The second-largest currency bloc in the world began taking shape in South America this week, and the world’s foremost economic minds are baffled.
Brazil’s and Argentina’s presidents confirmed their plan to create a common currency provisionally called the “sur” in a joint op-ed published in Argentinean newspaper Perfil last Saturday. Brazil’s newly-inaugurated President Luiz Inácio Lula da Silva arrived in Buenos Aires Monday for a summit with his Argentinean counterpart President Alberto Fernández, where the two will discuss strengthening trade ties as well as plan the new currency bloc, which other Latin American countries are being invited to join.
“We decided to advance discussions on a common South American currency that can be used for both financial and commercial flows,” the two leaders wrote in their op-ed, adding that a common currency would shield both countries against external forces and vulnerabilities. On Monday, Brazil President Lula told reporters the common currency would help reduce the region’s reliance on the U.S. dollar by facilitating trade.
The project will likely take time to implement, Argentina economy minister Sergio Massa told the Financial Times Saturday, comparing its rollout to the 35 years it took European countries to introduce the euro, the world’s largest currency bloc. But based on their early reactions, many high-profile economists are doubting whether a Latin American currency will ever actually come to fruition, while some argue the idea is misguided from the start.
“I’m surprised by idea of a common currency for Brazil & Argentina,” former U.S. Treasury Secretary Larry Summers wrote on Twitter Monday, adding that the plan was “highly problematic” given the economic differences and lack of political alignment between Brazil and Argentina, shared run-ins with populist political movements, and issues with fixed exchange rates.
Summers conceded he is no specialist in Latin American economies and invited other experts to comment, but even developmental economists and authorities in South American economies have been scratching their heads at the move.
“This is insane,” Olivier Blanchard, a French economist and former chief economist for the International Monetary Fund, wrote on Twitter Sunday, while José De Gregorio, a Chilean economist and the country’s former minister for the economy and governor of its central bank, called the idea a “total waste of time” on Monday.
“The announcement of a single currency is the most absurd thing I have heard and not very credible,” De Gregorio told local outlet Radio Infinita. He compared the plan unfavorably to the euro, which unlike in Latin America began with a “very deep economic union” between countries. He also warned that Brazil risked unsettling its monetary policy by integrating its currency with Argentina.

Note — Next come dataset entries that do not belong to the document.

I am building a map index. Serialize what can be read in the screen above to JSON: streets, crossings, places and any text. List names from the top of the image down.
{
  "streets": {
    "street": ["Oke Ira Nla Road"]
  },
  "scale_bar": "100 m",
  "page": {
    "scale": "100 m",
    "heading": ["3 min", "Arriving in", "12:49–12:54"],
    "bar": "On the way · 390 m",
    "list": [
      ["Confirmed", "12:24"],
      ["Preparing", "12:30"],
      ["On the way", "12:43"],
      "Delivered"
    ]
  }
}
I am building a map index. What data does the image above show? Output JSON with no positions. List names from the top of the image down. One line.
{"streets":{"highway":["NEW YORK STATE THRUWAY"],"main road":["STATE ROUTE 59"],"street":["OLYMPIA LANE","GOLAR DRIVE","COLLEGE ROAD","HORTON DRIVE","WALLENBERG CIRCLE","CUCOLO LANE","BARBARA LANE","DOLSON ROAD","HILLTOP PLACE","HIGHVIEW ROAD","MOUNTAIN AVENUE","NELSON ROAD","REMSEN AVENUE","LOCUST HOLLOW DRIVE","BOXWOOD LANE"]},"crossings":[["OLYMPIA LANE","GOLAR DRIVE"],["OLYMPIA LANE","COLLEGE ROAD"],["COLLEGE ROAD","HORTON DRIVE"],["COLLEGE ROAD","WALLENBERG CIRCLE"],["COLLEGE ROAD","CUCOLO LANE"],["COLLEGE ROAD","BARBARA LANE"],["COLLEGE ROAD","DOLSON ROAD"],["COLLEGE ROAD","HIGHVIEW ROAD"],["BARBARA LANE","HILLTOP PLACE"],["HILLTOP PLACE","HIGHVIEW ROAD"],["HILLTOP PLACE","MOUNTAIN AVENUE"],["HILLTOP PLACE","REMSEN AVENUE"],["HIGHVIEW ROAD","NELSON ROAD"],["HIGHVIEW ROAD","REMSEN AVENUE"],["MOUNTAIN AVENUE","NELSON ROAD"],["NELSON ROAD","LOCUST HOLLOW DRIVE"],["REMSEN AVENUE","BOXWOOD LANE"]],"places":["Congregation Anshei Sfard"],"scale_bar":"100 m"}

Argentina has been one of the most economically volatile countries in the world in recent years. Inflation in Argentina topped 100% in November, and the country’s revolving door of ministers and policies have caused its economic climate to bounce from interventionist government to pro-business and free market and back again multiple times over the years.
The recent bout of inflation has sparked a wage and cost of living crisis in the country whose citizens were still reeling from the pandemic’s economic shock, leading to massive anti-government protests last year.
One stable element for Argentina has been its trade relationship with Brazil, which in the first 11 months of last year was worth $26.4 billion, according to the Financial Times, a 21% increase over the same period the year prior.
In the short term, facilitating trade may be the priority for Brazil and Argentina rather than establishing a new currency, Brazil Finance Minister Fernando Haddad told reporters at the Buenos Aires summit on Monday.
“We need to see how we’ll do it, but the idea is that we may have a common means of payment between both countries,” he said, adding that the targeted level of monetary unification would not reach that of the euro.
If trade and economic reforms are the ultimate outcome of the common currency idea, that is something more economists can get on board with.
Neither Brazil nor Argentina have the “initial conditions to make this succeed and attract others,” Mohamed El-Erian, president of Queen’s College at Cambridge and chief economic adviser at Allianz, wrote on Twitter Sunday. But he added that talks including at the ongoing summit could pave the way for much more robust economic changes.
“The best this initiative can hope for is that talk creates some political cover for much-needed economic reforms,” he wrote.